Showing posts with label John Rebus. Show all posts
Showing posts with label John Rebus. Show all posts

Wednesday, October 17, 2012

Tooth and Nail

I was maybe half-way through Ian Rankin's Tooth and Nail (St. Martin's Minotaur 1992), the third in the Inspector Rebus series, when I started to wonder why I had stayed with Rebus into the third book.  He's not particularly appealing, or smart, or even interesting as far as I can tell.  And in this story Rebus doesn't contribute a whole heck of a lot to the plot development, other than a few startling insights and hunches, which, I get it, are sometimes the stuff of brilliant deduction.  But here they just feel like an effort to get to the next stage of the investigation. 

Rebus has been seconded to London to help with an investigation into a grisly series of murders by a perp who seems to operate according to no particular pattern other than to really do nasty things to his victims, and leave a characteristic bite mark on their bellies.  Since he's in London, the perpetually depressed and work-obsessed Rebus takes the opportunity to visit with his former wife and their daughter, and that goes about as well as one might expect, which is to say kind of dismally.  He has a massive inferiority complex about being from the sticks (Edinburgh, hardly, but according to Rebus everyone looks down on Jocks).  He meets a predictably gorgeous, predictably mysterious woman with whom he predictably sleeps early on.  She is predictably involved in the resolution of the story.  Rebus and his English counterpart, George Flight, have predictable conflicts, and predictable resolutions.

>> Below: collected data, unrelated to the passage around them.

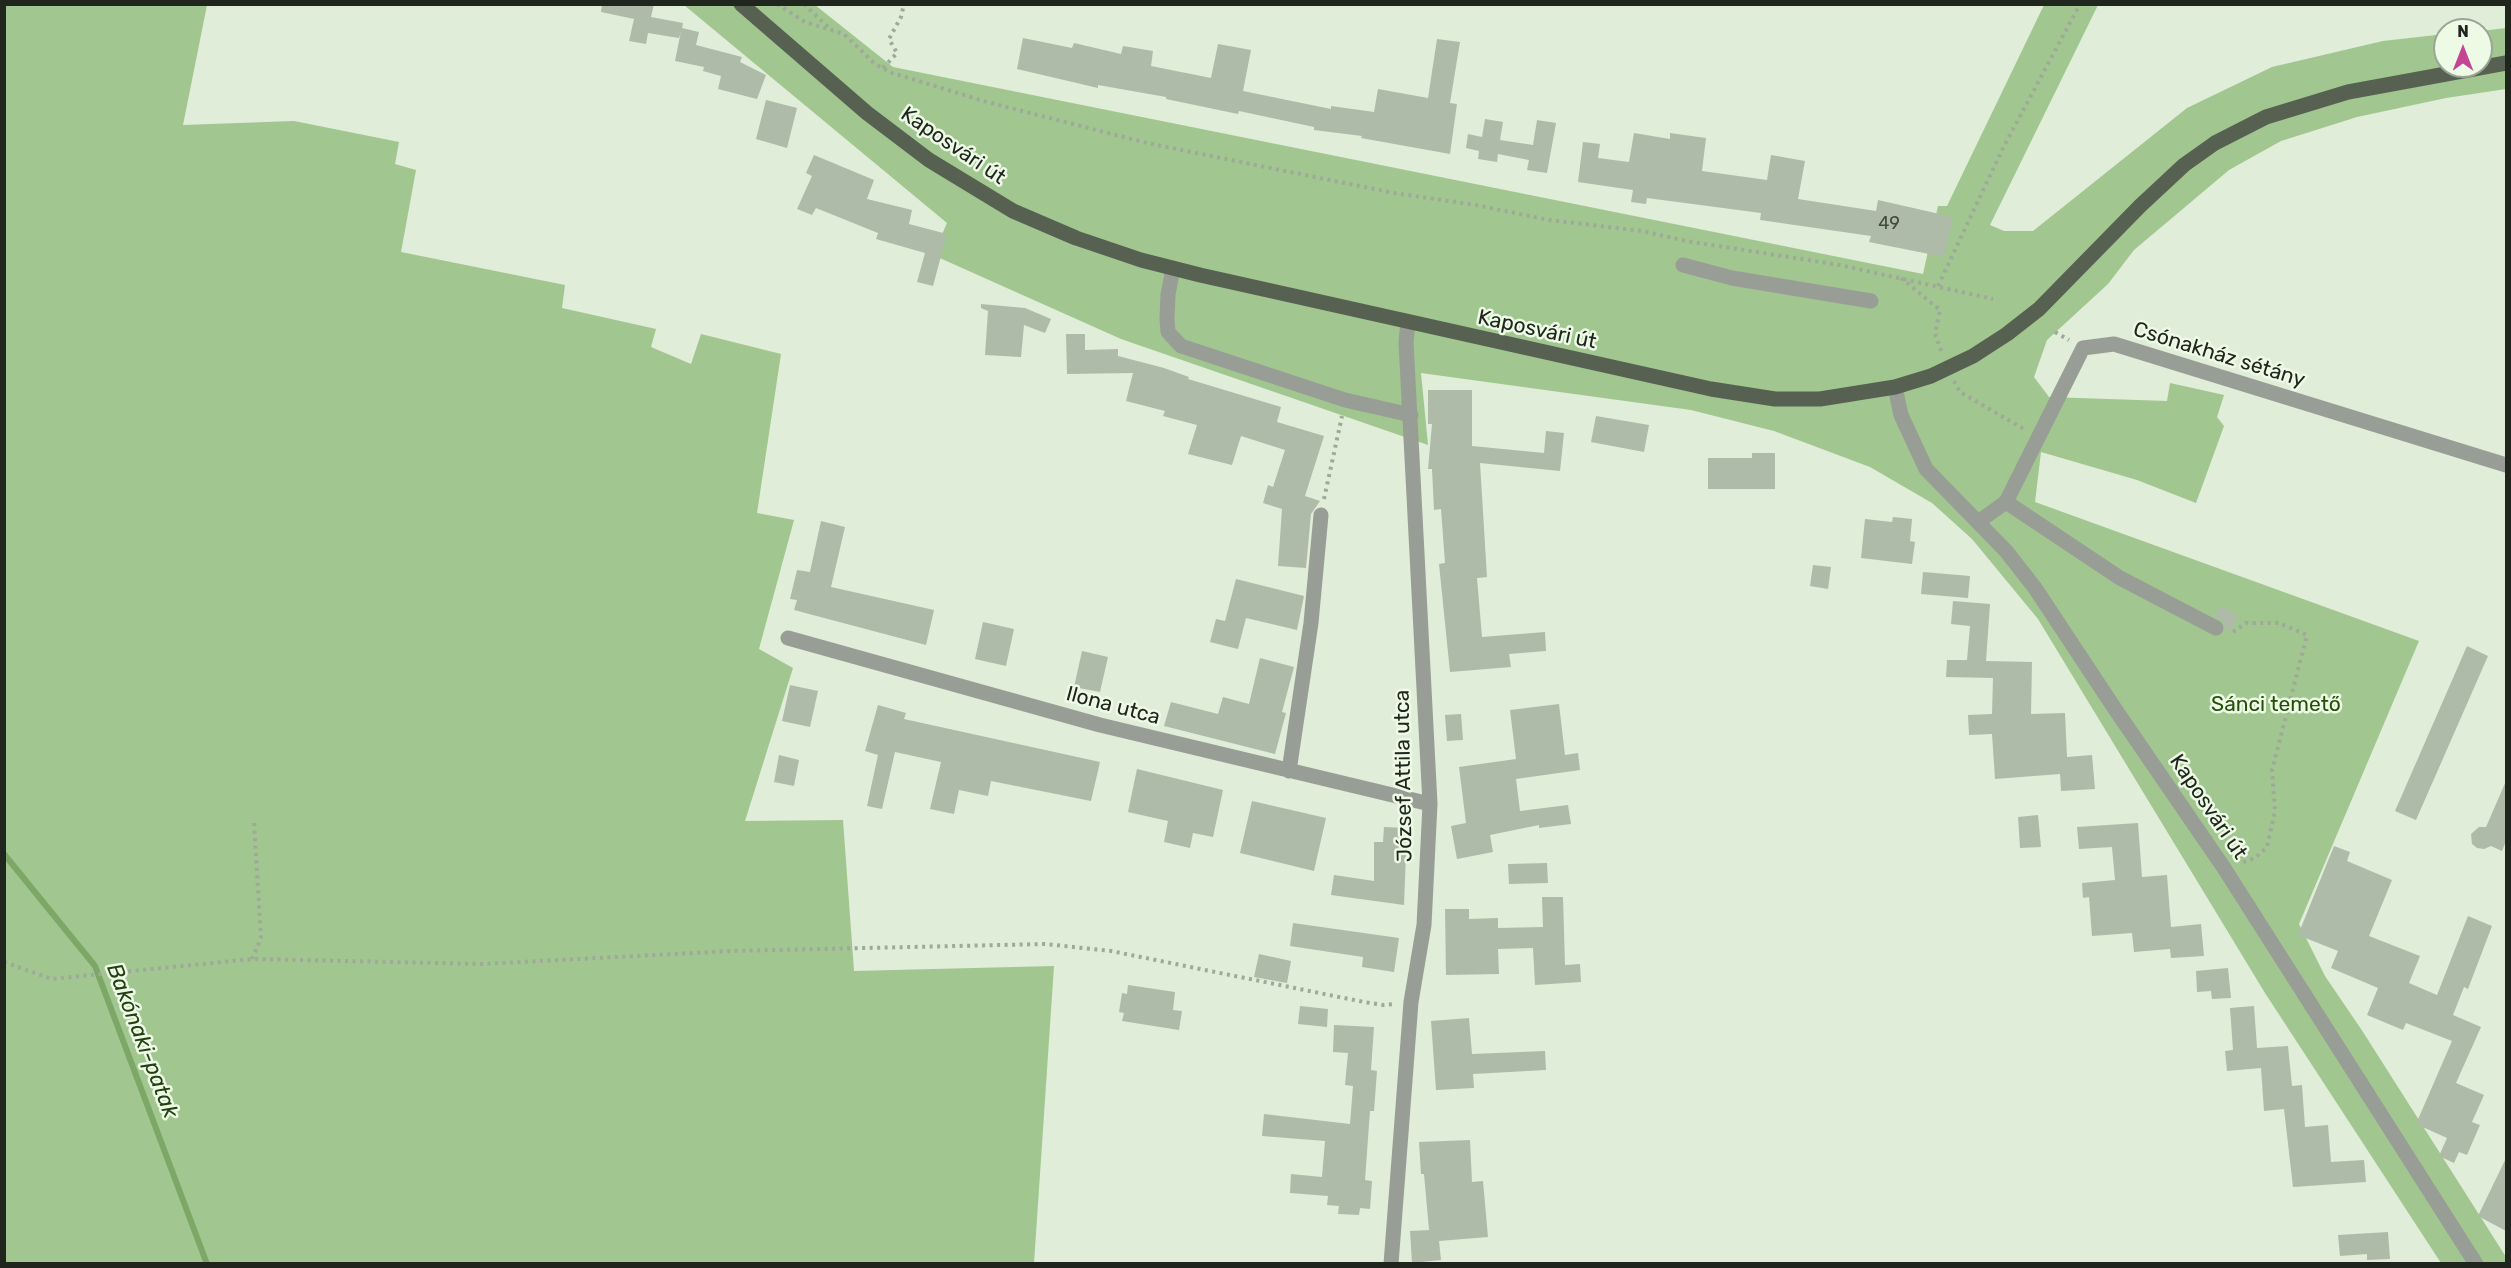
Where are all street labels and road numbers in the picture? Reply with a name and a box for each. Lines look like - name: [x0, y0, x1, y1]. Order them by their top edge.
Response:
- street label: Kaposvári út: [896, 102, 1010, 190]
- street label: Kaposvári út: [1475, 305, 1599, 355]
- street label: Csónakház sétány: [2130, 317, 2308, 393]
- street label: Ilona utca: [1063, 681, 1163, 731]
- street label: József Attila utca: [1390, 690, 1418, 862]
- street label: Kaposvári út: [2164, 750, 2252, 864]

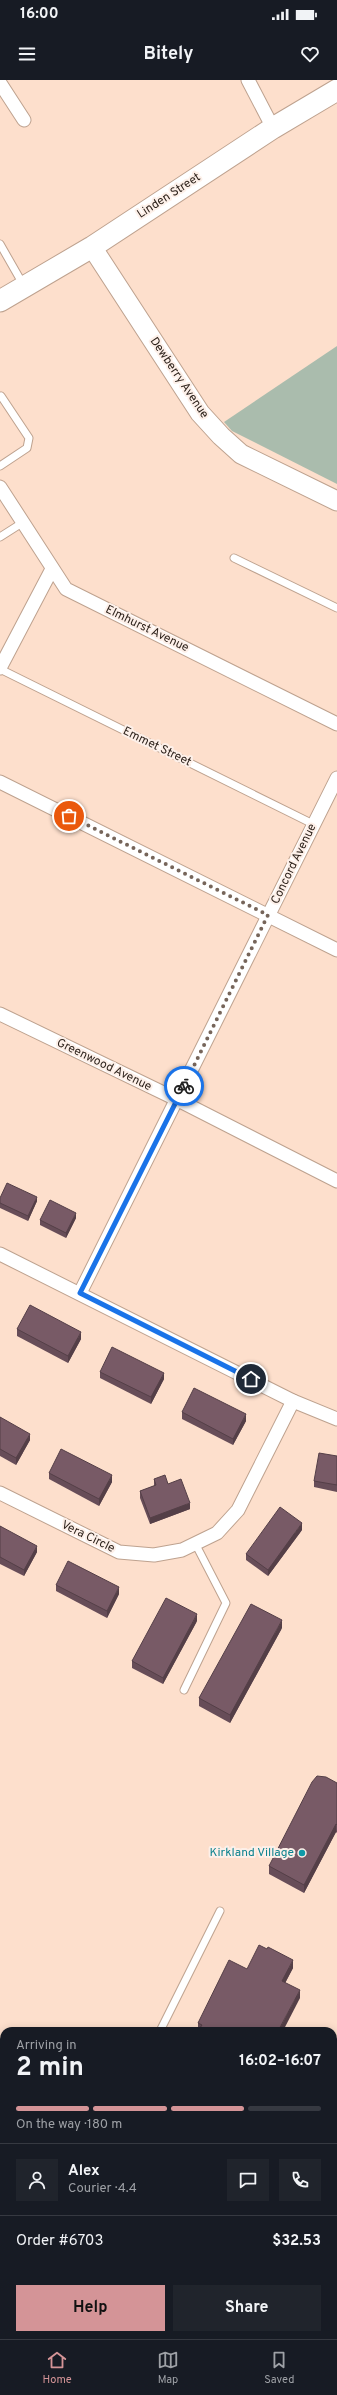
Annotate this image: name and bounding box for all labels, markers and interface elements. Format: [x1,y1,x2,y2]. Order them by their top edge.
text: 16:00 [20,5,59,24]
icon: menu [16,43,38,65]
text: Bitely [144,43,193,66]
icon: heart [299,43,321,65]
street label: Linden Street [134,170,204,222]
street label: Dewberry Avenue [146,334,212,422]
street label: Elmhurst Avenue [103,602,191,656]
street label: Emmet Street [120,723,194,771]
pin [52,799,86,833]
icon: bag [58,805,80,827]
street label: Concord Avenue [268,821,320,907]
street label: Greenwood Avenue [54,1035,154,1095]
courier [164,1066,204,1106]
icon: bike [173,1075,195,1097]
pin [234,1362,268,1396]
icon: home [240,1368,262,1390]
street label: Vera Circle [59,1517,117,1557]
place label: Kirkland Village [210,1845,294,1861]
marker: Kirkland Village [297,1848,307,1858]
text: Arriving in [16,2038,77,2054]
text: 2 min [16,2052,84,2085]
text: 16:02–16:07 [239,2052,321,2071]
text: On the way · 180 m [16,2117,122,2133]
button: person [16,2159,58,2201]
button: chat [227,2159,269,2201]
button: phone [279,2159,321,2201]
text: Alex [68,2162,100,2181]
text: Courier · 4.4 [68,2181,137,2197]
text: Order #6703 [16,2232,103,2251]
text: $32.53 [272,2232,321,2251]
button: Help [16,2285,165,2331]
button: Share [173,2285,321,2331]
tab: Home [43,2349,72,2387]
tab: Map [157,2349,179,2387]
tab: Saved [264,2349,294,2387]

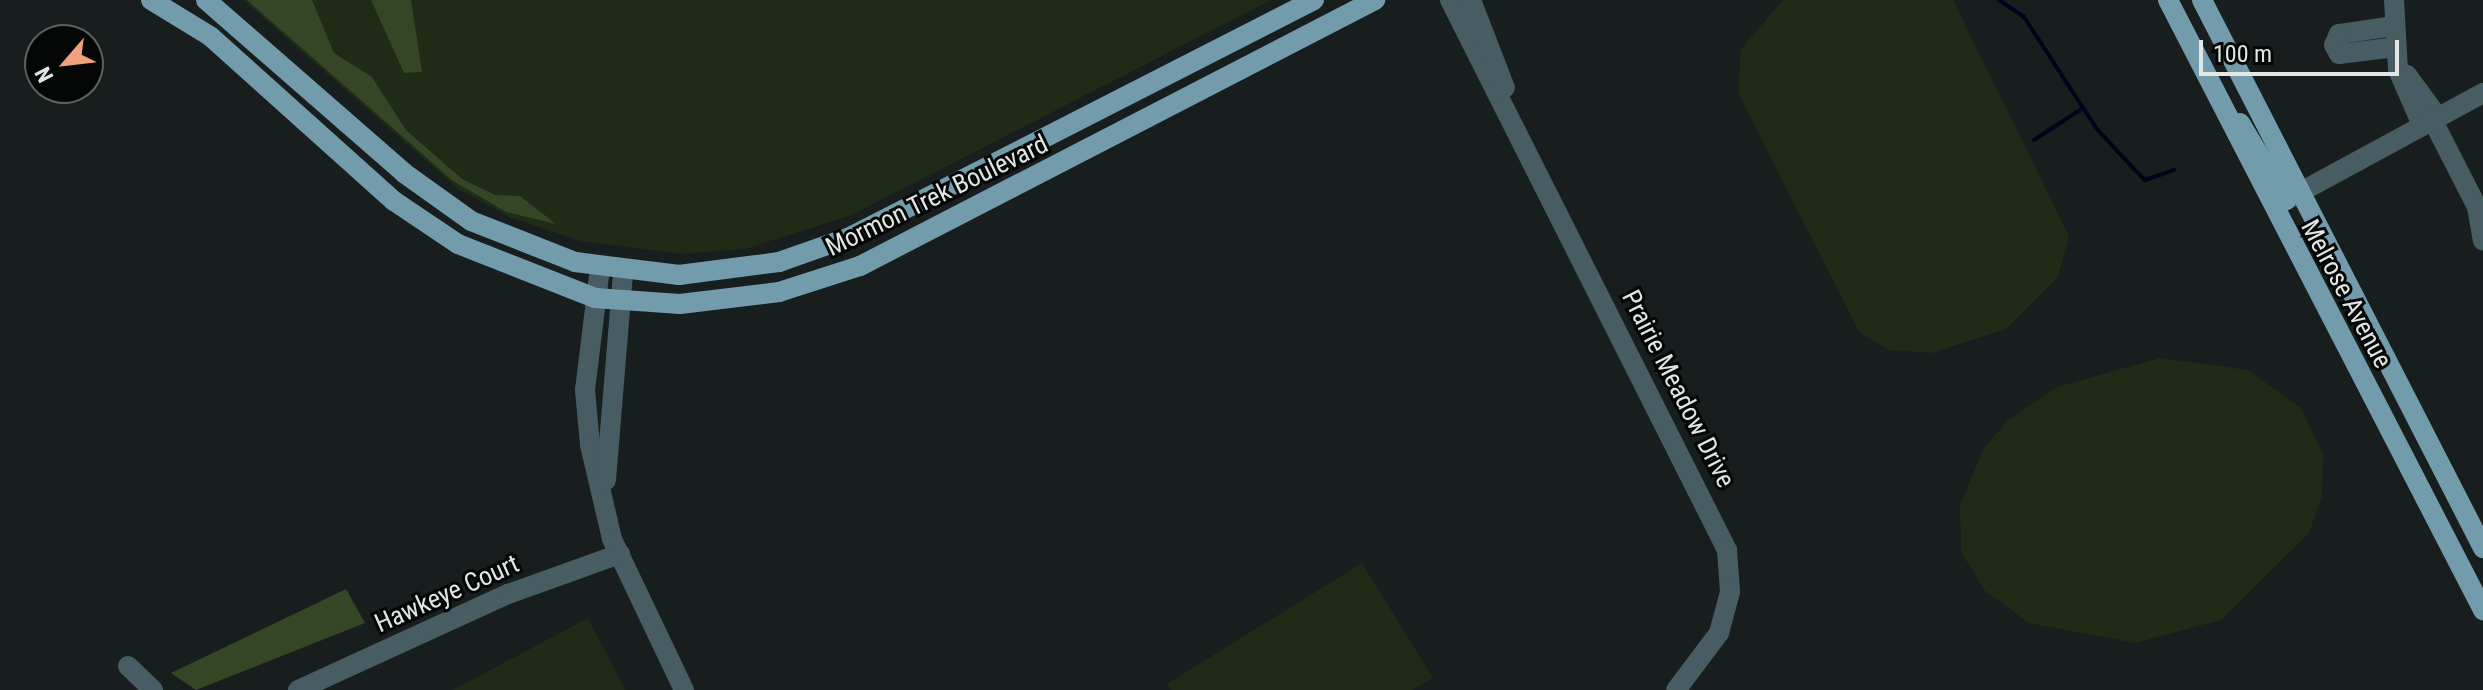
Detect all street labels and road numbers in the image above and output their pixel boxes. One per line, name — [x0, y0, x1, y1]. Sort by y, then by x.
street label: Mormon Trek Boulevard — [821, 129, 1053, 263]
street label: Melrose Avenue — [2294, 215, 2398, 373]
street label: Prairie Meadow Drive — [1615, 285, 1741, 493]
street label: Hawkeye Court — [370, 548, 524, 640]

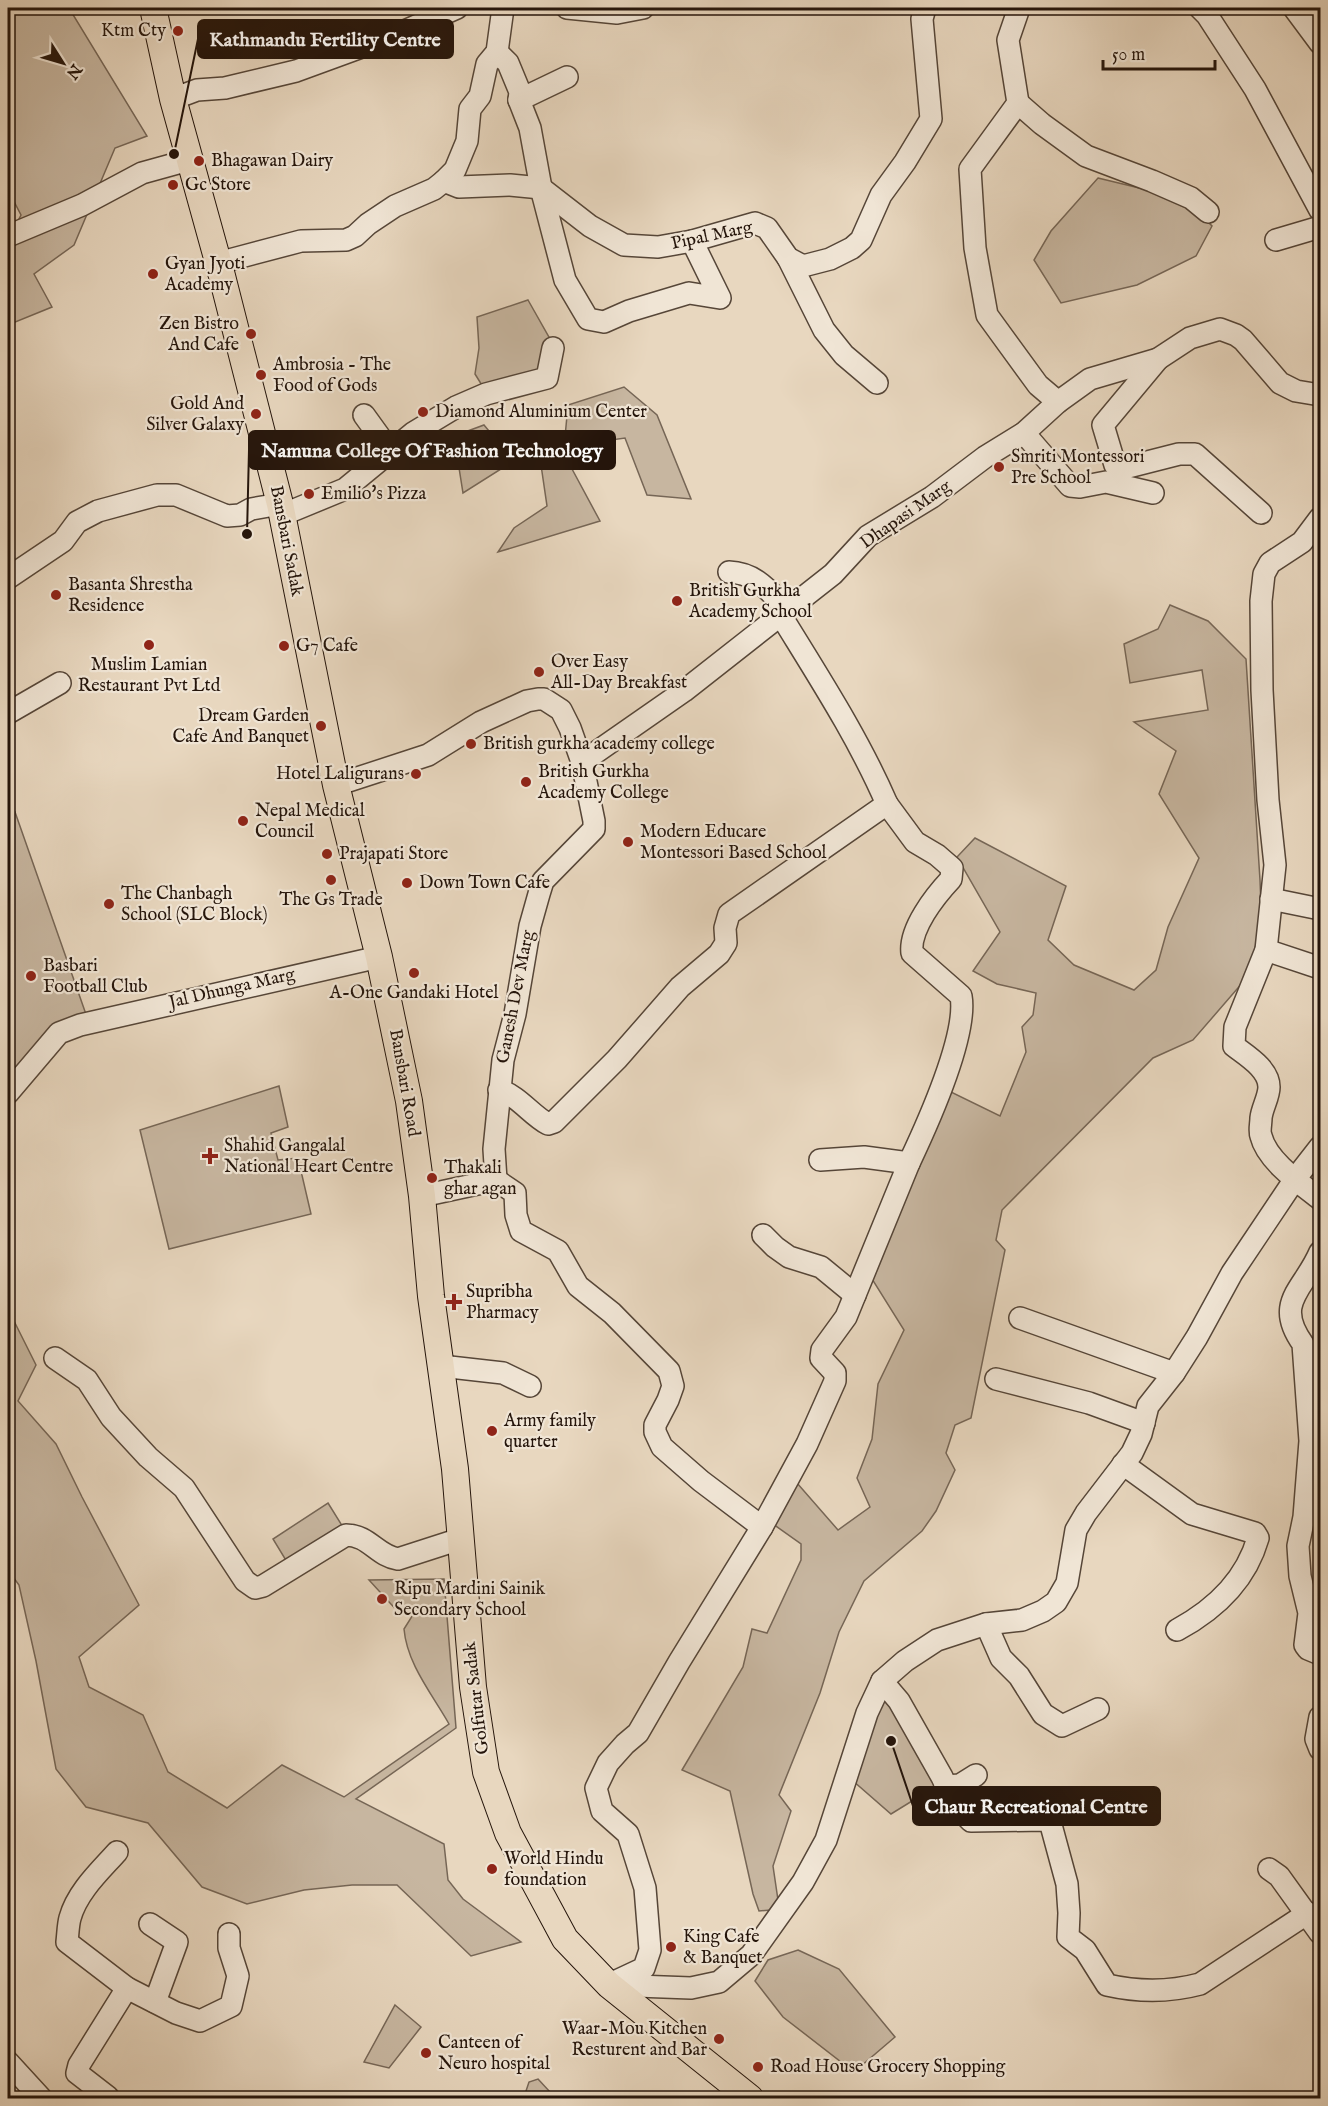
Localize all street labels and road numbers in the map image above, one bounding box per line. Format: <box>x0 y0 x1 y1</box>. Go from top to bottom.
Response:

Our hero presents himself - to be fair, this is his own assessment - as old (he's what, in his forties?  hardly!) and overweight.  Despite references to books and religion "Where was the religion for man who believed in God but not in God's religion?" 241, while trying to get a taxi, for chrissake), he comes across not particularly smart - an unnecessary foray into the British Museum where he learns about the Rosetta Stone seems a heavy-handed way to make a point about the attention to detail required in good police work.  And he's a stubborn cuss, perpetually on the brink of losing his job over his inability to follow orders.  Of course, like all coppers, he drinks too much, sleeps too little, and operates on the brink of exhaustion.  But there is no forgiving this:
"Rebus put down the telephone and felt an immense weariness take control of him, weighting his legs and arms and head.  He took several deep breaths and rose to his feet, then walked to the sink and splashed water on his fce, rubbing a wet hand around his neck and throat.  He looked up, hardly recognizing himself in the wall-mounted mirror, signed and spread his hands either side of his face, the way he'd seen Roy Scheider do once in a film.
'It's showtime.'" (135)
I've seen All That Jazz, and John Rebus, you are no Bob Fosse.  I don't mind a flawed hero, but please make it interesting!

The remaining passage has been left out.